That may be true in general, but LSVRC is much better about it. It’s run like a Kaggle competition. They have a secret test set which no one can look at to train their algorithms on. They limit the number of evaluations you can do on the test set, which is what happened here. I also believe that the public test set is different than the private one, which is only used at the end of the competition, and no one can see how well they are doing on that.
Doing compression is not the goal of computer vision. Compression is only the goal of (some forms of) unsupervised learning, which has fallen out of favor in the last few years. Karpathy discusses some of the issues with it here:
I couldn’t see how Unsupervised Learning based solely on images could work. To an unsupervised algorithm, a patch of pixels with a face on it is exactly as exciting as a patch that contains some weird edge/corner/grass/tree noise stuff. The algorithm shouldn’t worry about the latter but it should spent extra effort worrying about the former. But you would never know this if all you had was a billion patches! It all comes down to this question: if all you have are pixels and nothing else, what distinguishes images of a face, or objects from a random bush, or a corner in the ceilings of a room?...
I struggled with this question for a long time and the ironic answer I’m slowly converging on is: nothing. In absence of labels, there is no difference. So unless we want our algorithms to develop powerful features for faces (and things we care about a lot) alongside powerful features for a sea of background garbage, we may have to pay in labels.
Doing compression is not the goal of computer vision.
It really is isomorphic to the generally proclaimed definition of computer vision as the inverse problem of computer graphics. Graphics starts with an abstract scene description and applies a transformation to obtain an image; vision attempts to back-infer the scene description from the raw image pixels. This process can be interpreted as a form of image compression, because the scene description is a far more parsimonious description of the image than the raw pixels. Read section 3.4.1 of my book for more details (the equivalent interpretation of vision-as-Bayesian-inference may also be of interest to some).
This is all generally true, but it also suffers from a key performance problem in that the various bits/variables in the high level scene description are not all equally useful.

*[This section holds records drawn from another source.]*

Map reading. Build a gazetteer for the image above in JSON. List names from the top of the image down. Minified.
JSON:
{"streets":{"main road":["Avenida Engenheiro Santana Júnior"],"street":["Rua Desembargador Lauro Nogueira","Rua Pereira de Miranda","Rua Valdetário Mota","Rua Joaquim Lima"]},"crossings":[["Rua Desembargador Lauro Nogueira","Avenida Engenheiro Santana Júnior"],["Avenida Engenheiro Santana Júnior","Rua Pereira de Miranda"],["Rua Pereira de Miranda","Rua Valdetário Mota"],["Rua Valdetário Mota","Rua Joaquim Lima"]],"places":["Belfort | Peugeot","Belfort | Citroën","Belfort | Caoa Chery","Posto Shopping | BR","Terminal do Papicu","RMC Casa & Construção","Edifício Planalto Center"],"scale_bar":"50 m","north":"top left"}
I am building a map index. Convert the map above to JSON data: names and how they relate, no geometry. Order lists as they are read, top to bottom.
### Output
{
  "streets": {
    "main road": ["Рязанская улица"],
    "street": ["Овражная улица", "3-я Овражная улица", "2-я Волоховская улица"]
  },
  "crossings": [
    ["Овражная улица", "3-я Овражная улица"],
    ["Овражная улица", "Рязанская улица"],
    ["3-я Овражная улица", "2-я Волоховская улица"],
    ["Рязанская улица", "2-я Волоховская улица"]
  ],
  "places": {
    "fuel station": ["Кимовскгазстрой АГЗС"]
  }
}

For example, consider an agent that competes in something like a quake-world, where it just receives a raw visual pixel feed. A very detailed graphics pipeline relies on noise—literally as in perlin style noise functions—to create huge amounts of micro-details in local texturing, displacements, etc.
If you use a pure compression criteria, the encoder/vision system has to learn to essentially invert the noise functions—which as we know is computationally intractable. This ends up wasting a lot of computational effort attempting small gains in better noise modelling, even when those details are irrelevant for high level goals. You could actually just turn off the texture details completely and still get all of the key information you need to play the game.
That may be true in general, but LSVRC is much better about it. It’s run like a Kaggle competition. They have a secret test set which no one can look at to train their algorithms on. They limit the number of evaluations you can do on the test set, which is what happened here. I also believe that the public test set is different than the private one, which is only used at the end of the competition, and no one can see how well they are doing on that.
Doing compression is not the goal of computer vision. Compression is only the goal of (some forms of) unsupervised learning, which has fallen out of favor in the last few years. Karpathy discusses some of the issues with it here:
It really is isomorphic to the generally proclaimed definition of computer vision as the inverse problem of computer graphics. Graphics starts with an abstract scene description and applies a transformation to obtain an image; vision attempts to back-infer the scene description from the raw image pixels. This process can be interpreted as a form of image compression, because the scene description is a far more parsimonious description of the image than the raw pixels. Read section 3.4.1 of my book for more details (the equivalent interpretation of vision-as-Bayesian-inference may also be of interest to some).
This is all generally true, but it also suffers from a key performance problem in that the various bits/variables in the high level scene description are not all equally useful.
For example, consider an agent that competes in something like a quake-world, where it just receives a raw visual pixel feed. A very detailed graphics pipeline relies on noise—literally as in perlin style noise functions—to create huge amounts of micro-details in local texturing, displacements, etc.
If you use a pure compression criteria, the encoder/vision system has to learn to essentially invert the noise functions—which as we know is computationally intractable. This ends up wasting a lot of computational effort attempting small gains in better noise modelling, even when those details are irrelevant for high level goals. You could actually just turn off the texture details completely and still get all of the key information you need to play the game.